*Material provided:*
**********

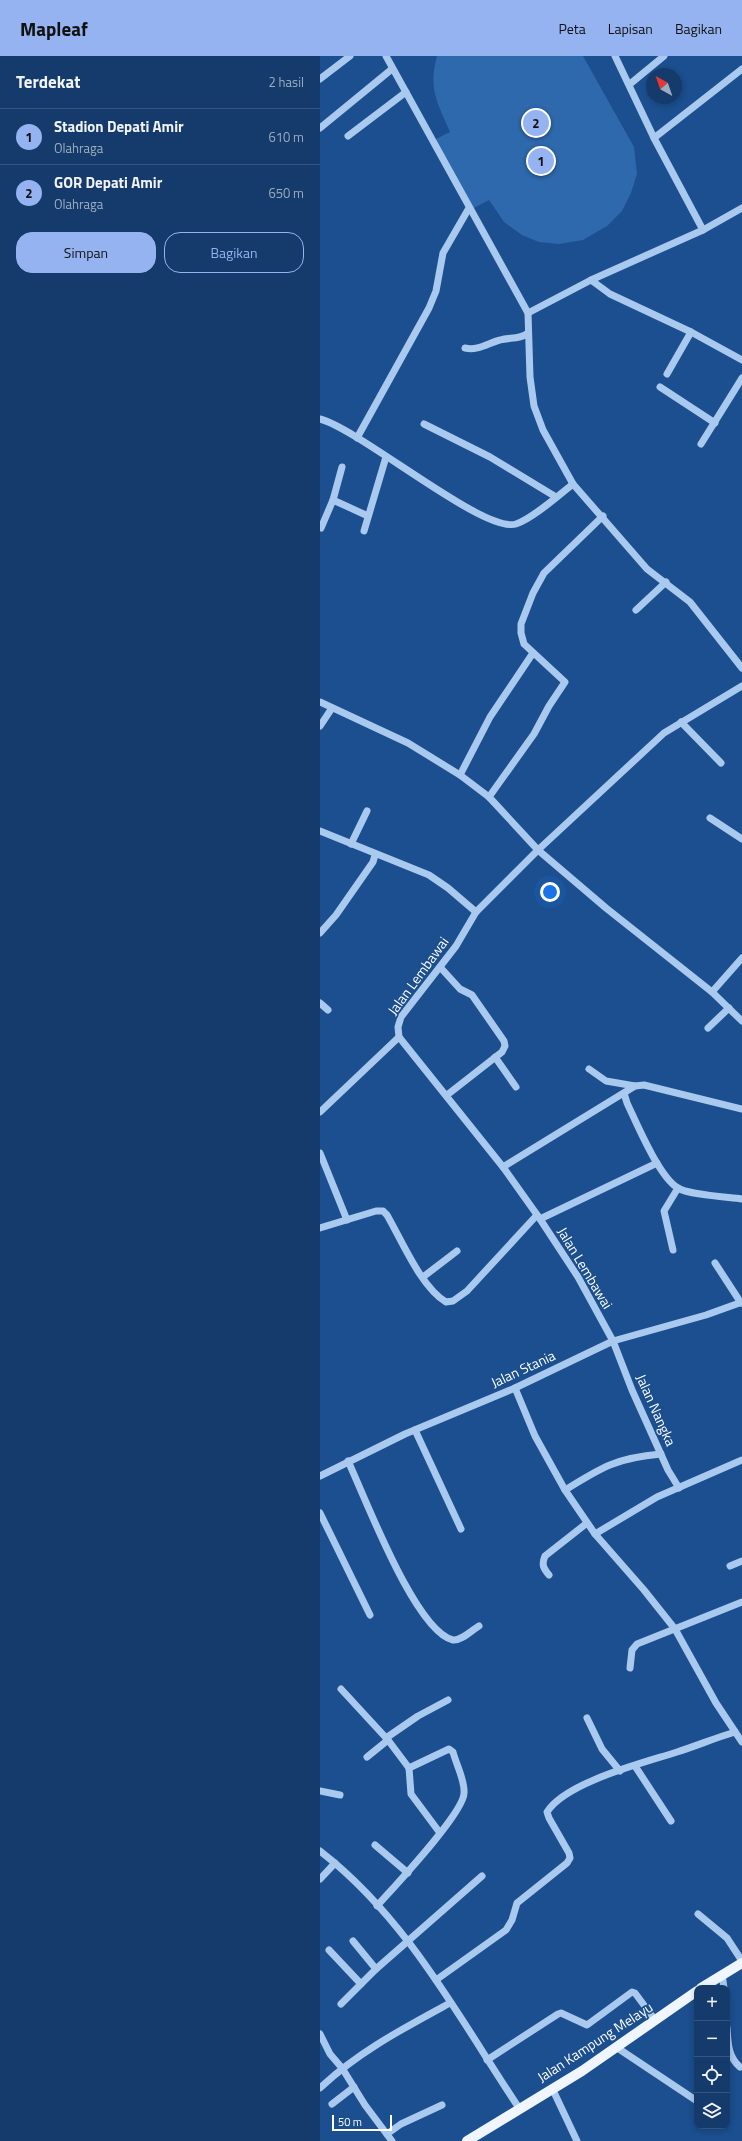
<!DOCTYPE html>
<html lang="id">
<head>
<meta charset="utf-8">
<style>
  body { margin:0; font-family:"Titillium Web",sans-serif; background:#214673; color:#f1f3f6 }
  .controls { position:absolute; right:12px; bottom:12px; display:grid; overflow:hidden; border-radius:8px; box-shadow:0 2px 6px #0003 }
  .controls button { width:36px; height:36px; display:grid; place-items:center; padding:0; border:0; border-bottom:1px solid #33557e; background:#143b6b; color:#f1f3f6; font:20px sans-serif }
  .compass { position:absolute; left:326px; top:12px; width:36px; height:36px; border-radius:50%; background:#143b6b; box-shadow:0 2px 6px #0003; rotate:320deg }
  .scale { position:absolute; left:12px; bottom:10px; width:60px; box-sizing:border-box; padding-left:4px; border:2px solid #fff; border-top:0; font-size:11px; line-height:14px; white-space:nowrap; color:#fff; -webkit-text-stroke:3px #1b4f8f; paint-order:stroke }
  .you { position:absolute; left:230px; top:836px; width:14px; height:14px; margin:-10px; border:3px solid #fff; border-radius:50%; background:#1a73e8; box-shadow:0 0 0 6px #1a73e833 }
  .badge { display:grid; place-items:center; width:26px; height:26px; border-radius:50%; background:#95b2f1; color:#111; font-size:13px; font-weight:700 }
  .pin { position:absolute; translate:-50% -50%; border:2px solid #fff; box-shadow:0 1px 4px #0006 }
  .list { margin:0; padding:0; list-style:none }
  h2 { display:flex; justify-content:space-between; align-items:center; height:52px; margin:0; padding:0 16px; font-size:17px }
  h2 small { font-size:13px; font-weight:400; color:#9dadc1 }
  .list li { display:grid; grid-template-columns:26px 1fr auto; gap:12px; align-items:center; box-sizing:border-box; height:56px; padding:0 16px; border-top:1px solid #33557e }
  .list b { display:block; font-size:15px; white-space:nowrap }
  .list p { margin:0; font-size:13px; white-space:nowrap; color:#9dadc1 }
  .list em { font-size:13px; font-style:normal; color:#9dadc1 }
  .actions { display:flex; gap:8px; padding:12px 16px }
  .actions a { flex:1; padding:9px 0; border:1px solid #95b2f1; border-radius:16px; text-align:center; font-size:14px; color:#95b2f1 }
  .actions .main { background:#95b2f1; color:#111 }
  .icon { flex:none; width:22px; height:22px; fill:none; stroke:currentColor; stroke-width:2; stroke-linecap:round; stroke-linejoin:round }
  .map { position:relative; flex:none; width:422px; height:2085px; overflow:hidden }
  header { display:flex; align-items:center; gap:24px; box-sizing:border-box; height:56px; padding:0 20px; background:#95b2f1; color:#111 }
  header strong { font-size:19px }
  nav { display:flex; gap:22px; margin-inline-start:auto; font-size:14px }
  main { display:flex }
  aside { flex:1; background:#143b6b }
  .map>svg:first-child { display:block }
</style>
</head>
<body>
<header>
<strong>Mapleaf</strong>
<nav><a>Peta</a><a>Lapisan</a><a>Bagikan</a></nav>
</header>
<main>
<aside>
<h2>Terdekat<small>2 hasil</small></h2>
<ul class="list">
<li><span class="badge">1</span><div><b>Stadion Depati Amir</b><p>Olahraga</p></div><em>610 m</em></li>
<li><span class="badge">2</span><div><b>GOR Depati Amir</b><p>Olahraga</p></div><em>650 m</em></li>
</ul>
<div class="actions"><a class="main">Simpan</a><a>Bagikan</a></div>
</aside>
<div class="map">
<svg width="422" height="2085" viewBox="0 0 422 2085">
  <rect width="100%" height="100%" fill="#1b4f8f"/>
  <!-- green -->
  <path fill="#2e69ad" d="M117 0H263L314 91 317 118 311 137 302 155 287 170 263 184 239 188 219 186 202 179 184 166 169 144 152 153 114 84 130 76C117 46 108 33 117 0Z"/>
  <g fill="none" stroke-linecap="round" stroke-linejoin="round">
    <!-- minor -->
    <g stroke="#a9c9ee" stroke-width="7">
      <path d="M66 0 208 257 271 224 290 238 371 276 422 304"/>
      <path d="M0 23 30 0"/>
      <path d="M310 28 344 0"/>
      <path d="M0 72 72 13"/>
      <path d="M28 80 86 36"/>
      <path d="M334 82 422 13"/>
      <path d="M383 174 422 152"/>
      <path d="M271 224 383 174 334 82 295 0"/>
      <path d="M208 257 210 321 214 350 223 374 253 428 327 513 370 546 422 612"/>
      <path d="M145 292C158 295 168 287 180 284 190 281 199 284 208 277"/>
      <path d="M347 318 371 276"/>
      <path d="M340 331 395 367"/>
      <path d="M0 363C41 374 164 478 196 468 212 463 239 439 253 428"/>
      <path d="M104 368 170 401 236 441"/>
      <path d="M37 382 109 252 116 235 123 197 149 152"/>
      <path d="M381 388 422 322"/>
      <path d="M22 411 13 444 48 460"/>
      <path d="M1 472 13 444"/>
      <path d="M44 475 66 401"/>
      <path d="M316 554 346 526"/>
      <path d="M0 646 88 687 140 719 169 741 218 794 286 852 392 936 422 965"/>
      <path d="M361 666 401 707"/>
      <path d="M0 670 12 652"/>
      <path d="M140 719 170 661 213 597"/>
      <path d="M169 741 214 678 229 650 245 626 204 588 201 577V568L213 537 224 517 283 460"/>
      <path d="M390 762 422 783"/>
      <path d="M0 775 109 819 128 832 156 856"/>
      <path d="M31 788 47 755"/>
      <path d="M0 877 16 859 53 806 55 799"/>
      <path d="M120 911 140 933 152 939 184 985 185 990 182 996 127 1039"/>
      <path d="M392 936 422 902"/>
      <path d="M0 947 8 954"/>
      <path d="M388 972 409 952"/>
      <path d="M175 1001 196 1031"/>
      <path d="M269 1013 286 1025 315 1030"/>
      <path d="M304 1037 307 1047C317 1068 339 1121 358 1132 369 1139 407 1141 422 1143"/>
      <path d="M0 1056 79 981"/>
      <path d="M0 1097 27 1164"/>
      <path d="M183 1111 315 1030 324 1029 422 1053"/>
      <path d="M220 1163 337 1107"/>
      <path d="M0 1172 56 1155H63L67 1159C82 1185 101 1231 126 1246L133 1245 147 1235 217 1159"/>
      <path d="M353 1194 344 1155 358 1132"/>
      <path d="M395 1207 421 1247"/>
      <path d="M103 1221 137 1195"/>
      <path d="M195 1332 215 1380 245 1434 275 1478 324 1534 355 1573 396 1647 422 1686"/>
      <path d="M95 1374 141 1473"/>
      <path d="M28 1405C45 1441 95 1575 133 1584 141 1585 152 1574 159 1570"/>
      <path d="M0 1420 85 1378 195 1332 293 1285 386 1259 422 1246"/>
      <path d="M359 1432 348 1414 312 1334 293 1285 258 1221 220 1163 183 1111 79 981 78 971 81 961 136 890 156 856 218 794 344 677 422 630"/>
      <path d="M245 1434C282 1411 296 1402 341 1398"/>
      <path d="M0 1457 50 1559"/>
      <path d="M275 1478 337 1441 422 1404"/>
      <path d="M410 1510 422 1505"/>
      <path d="M229 1519C224 1513 221 1509 225 1500L267 1467"/>
      <path d="M310 1612 312 1594 317 1588 422 1546"/>
      <path d="M21 1633 68 1684 89 1712"/>
      <path d="M267 1662 282 1693 300 1715"/>
      <path d="M66 1682 98 1660 128 1644"/>
      <path d="M47 1701 68 1684"/>
      <path d="M315 1710 351 1765"/>
      <path d="M0 1735 20 1739"/>
      <path d="M55 1789 88 1817"/>
      <path d="M0 1795C87 1862 139 1962 199 2052"/>
      <path d="M0 1823 15 1807"/>
      <path d="M57 1850C73 1832 144 1757 144 1737 145 1724 136 1708 133 1696L129 1693 89 1712 91 1738 120 1777"/>
      <path d="M378 1858 407 1882 422 1905"/>
      <path d="M33 1885 56 1913"/>
      <path d="M9 1894 41 1928"/>
      <path d="M402 1918 404 1932"/>
      <path d="M116 1924 186 1874 192 1864 197 1847 247 1807 250 1802 249 1797 229 1762 227 1756C246 1726 323 1707 357 1696 376 1690 395 1682 415 1676"/>
      <path d="M21 1948 56 1913 162 1820"/>
      <path d="M407 1972C408 1987 408 2001 420 2011"/>
      <path d="M0 1978 10 1998 22 2012 45 2049 72 2085"/>
      <path d="M296 1991 377 2045"/>
      <path d="M167 2004 238 1958 241 1957 267 1969 312 1936 315 1937 335 1964"/>
      <path d="M0 2032C38 1996 84 1972 130 1947"/>
      <path d="M232 2032 257 2085"/>
      <path d="M12 2048 34 2031"/>
      <path d="M67 2078 81 2068 122 2049"/>
    </g>
    <!-- major -->
    <g stroke="#f0f6ff" stroke-width="10">
      <path d="M381 1932 422 1907"/>
      <path d="M147 2085 262 2015 377 1935"/>
    </g>
  </g>
  <g text-anchor="middle" stroke-width="3.5" stroke-linejoin="round" paint-order="stroke">
    <!-- street labels -->
    <g font-size="14" fill="#fff" stroke="#1b4f8f">
      <text transform="translate(98 920) rotate(-54)" y="5">Jalan Lembawai</text>
      <text transform="translate(265 1212) rotate(59)" y="5">Jalan Lembawai</text>
      <text transform="translate(203 1313) rotate(-25)" y="5">Jalan Stania</text>
      <text transform="translate(336 1354) rotate(66)" y="5">Jalan Nangka</text>
      <text transform="translate(275 1986) rotate(-33)" y="5">Jalan Kampung Melayu</text>
    </g>
  </g>
</svg>
<div class="controls">
<button>+</button>
<button>−</button>
<button><svg class="icon" aria-label="locate" viewBox="0 0 24 24"><circle cx="12" cy="12" r="6"/><path d="M12 2v4M12 18v4M2 12h4M18 12h4"/></svg></button>
<button><svg class="icon" aria-label="layers" viewBox="0 0 24 24"><path d="M12 4l9 5-9 5-9-5zM3 14l9 5 9-5"/></svg></button>
</div>
<svg class="compass" viewBox="-18 -18 36 36"><path d="M0-13l5 13h-10z" fill="#e53935"/><path d="M0 13l5-13h-10z" fill="#9dadc1"/></svg>
<div class="scale">50 m</div>
<div class="you"></div>
<div class="pin badge" style="left:221px;top:105px">1</div>
<div class="pin badge" style="left:216px;top:67px">2</div>
</div>
</main>
</body>
</html>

**********

Go through the records and tally the lines that include "scale". Write only the number.

*Problem solution:*
2